President Akufo-Addo

President Nana Addo Dankwa Akufo-Addo says same-sex marriage would not be legalised in Ghana under his watch.

He made it emphatically clear that so long as he remained the leader of the country, homosexual marriages would not be legalized.

“I have said it before, and let me stress it again, that it will not be under the Presidency of Nana Addo Dankwah Akufo-Addo that same-sex marriage will be legalized in Ghana.

“It will never happen in my time as President… Let me repeat, it will never happen in my time as President,” he stated when he joined the Mampong Ashanti Diocese of the Anglican Church for the installation of the second Archbishop of the Anglican Church of Ghana.

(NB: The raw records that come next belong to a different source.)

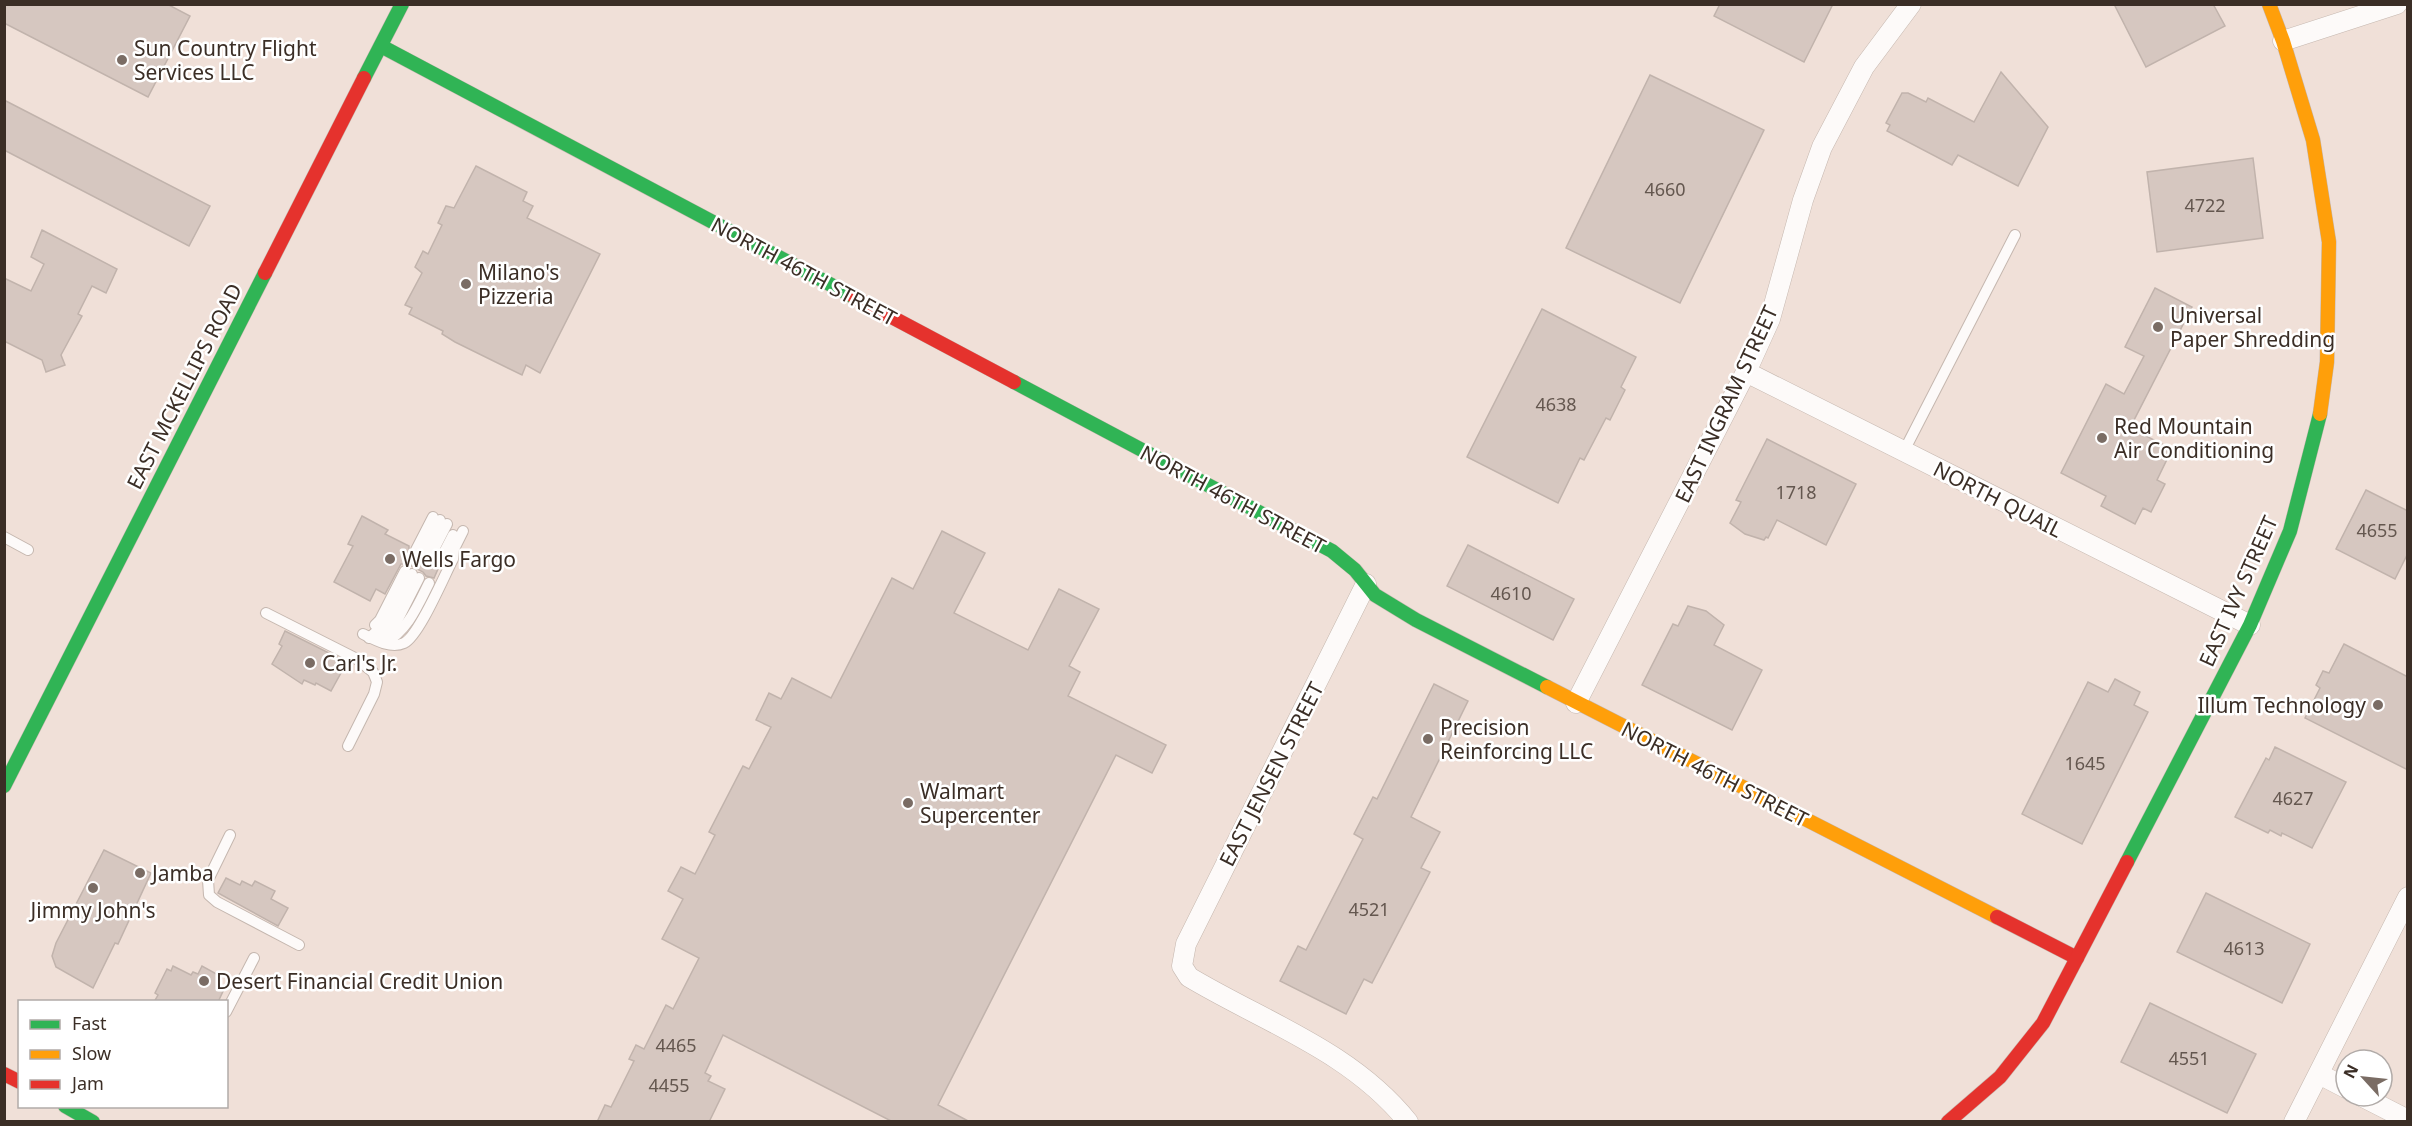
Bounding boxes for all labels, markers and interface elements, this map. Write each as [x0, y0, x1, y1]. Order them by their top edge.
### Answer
place label: Sun Country Flight Services LLC [134, 34, 317, 86]
marker: Sun Country Flight Services LLC [115, 53, 129, 67]
house number: 4660 [1644, 177, 1686, 201]
house number: 4722 [2184, 193, 2226, 217]
street label: NORTH 46TH STREET [706, 210, 902, 332]
place label: Milano's Pizzeria [478, 258, 559, 310]
marker: Milano's Pizzeria [459, 277, 473, 291]
street label: EAST MCKELLIPS ROAD [120, 278, 248, 494]
street label: EAST INGRAM STREET [1668, 301, 1784, 507]
place label: Universal Paper Shredding [2170, 301, 2335, 353]
marker: Universal Paper Shredding [2151, 320, 2165, 334]
house number: 4638 [1535, 392, 1577, 416]
place label: Red Mountain Air Conditioning [2114, 412, 2274, 464]
marker: Red Mountain Air Conditioning [2095, 431, 2109, 445]
street label: NORTH 46TH STREET [1135, 438, 1331, 560]
street label: NORTH QUAIL [1929, 454, 2067, 544]
house number: 1718 [1775, 480, 1817, 504]
street label: EAST IVY STREET [2192, 511, 2284, 671]
house number: 4655 [2356, 518, 2398, 542]
place label: Wells Fargo [402, 545, 516, 573]
marker: Wells Fargo [383, 552, 397, 566]
house number: 4610 [1490, 581, 1532, 605]
place label: Carl's Jr. [322, 649, 397, 677]
marker: Carl's Jr. [303, 656, 317, 670]
street label: EAST JENSEN STREET [1212, 677, 1330, 871]
place label: Illum Technology [2197, 691, 2366, 719]
marker: Illum Technology [2371, 698, 2385, 712]
place label: Precision Reinforcing LLC [1440, 713, 1593, 765]
street label: NORTH 46TH STREET [1617, 715, 1813, 833]
marker: Precision Reinforcing LLC [1421, 732, 1435, 746]
house number: 1645 [2064, 751, 2106, 775]
place label: Walmart Supercenter [920, 777, 1041, 829]
house number: 4627 [2272, 786, 2314, 810]
marker: Walmart Supercenter [901, 796, 915, 810]
place label: Jamba [150, 859, 214, 887]
marker: Jamba [133, 866, 147, 880]
marker: Jimmy John's [86, 881, 100, 895]
place label: Jimmy John's [29, 896, 155, 924]
house number: 4521 [1348, 897, 1390, 921]
house number: 4613 [2223, 936, 2265, 960]
place label: Desert Financial Credit Union [216, 967, 503, 995]
marker: Desert Financial Credit Union [197, 974, 211, 988]
legend [18, 1000, 228, 1108]
text: Fast [72, 1011, 107, 1035]
house number: 4465 [655, 1033, 697, 1057]
text: Slow [72, 1041, 111, 1065]
house number: 4551 [2168, 1046, 2210, 1070]
north arrow [2334, 1048, 2394, 1108]
text: N [2338, 1060, 2363, 1082]
text: Jam [70, 1071, 104, 1095]
house number: 4455 [648, 1073, 690, 1097]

President Akufo-Addo has over the past two weeks been inundated with calls from the public, civil society, religious bodies and traditional authorities to state his position on the Lesbian, Gay, Bisexual, Transgender and Queer (LGBTQ) movement and proscribe that practice that is seeking social and legal recognition in Ghana.

This followed the opening of an office space by the LGBTQ community in Ghana a forth night ago, at which a number of diplomats attended the ceremony ostensibly to lend support to the grouping.

But that happening was immediately condemned by the wider Ghanaian population, who hold that homosexuality and lesbianism ought not be tolerated in any guise or form because it violated the culture, religious norms and traditions of the country.

Anti-gay critics have also pressured government to proscribe the LGBTQ movement in Ghana, arguing that the practice of those sexual orientations was influenced by Western lifestyles, which risked destroying family life and units and the moral fiber of the Ghanaian society.

The Ghana Police Service last Wednesday closed down the LGBTQ Community office at Ashongman, an Accra suburb, following calls from some traditional and religious leaders and politicians to shut down that gay community space.

And the LGBTQ community says they feel unsafe in the country, and have urged government to ensure that they are not discriminated against and their rights are not violated.

Gay sex is one of felonies termed as unnatural sex under Ghana’s criminal code.

Meanwhile, anti-gay rights advocates, and religious groups, including the Ghana Pentecostal and Charismatic Council (GPCC), the Christian Council, the Ghana Catholic Bishops Conference, the National Peace Council, the National Chief Imam and Traditional Authorities have urged government not to succumb to pressures from the West to legalise LGBTQ rights in the country.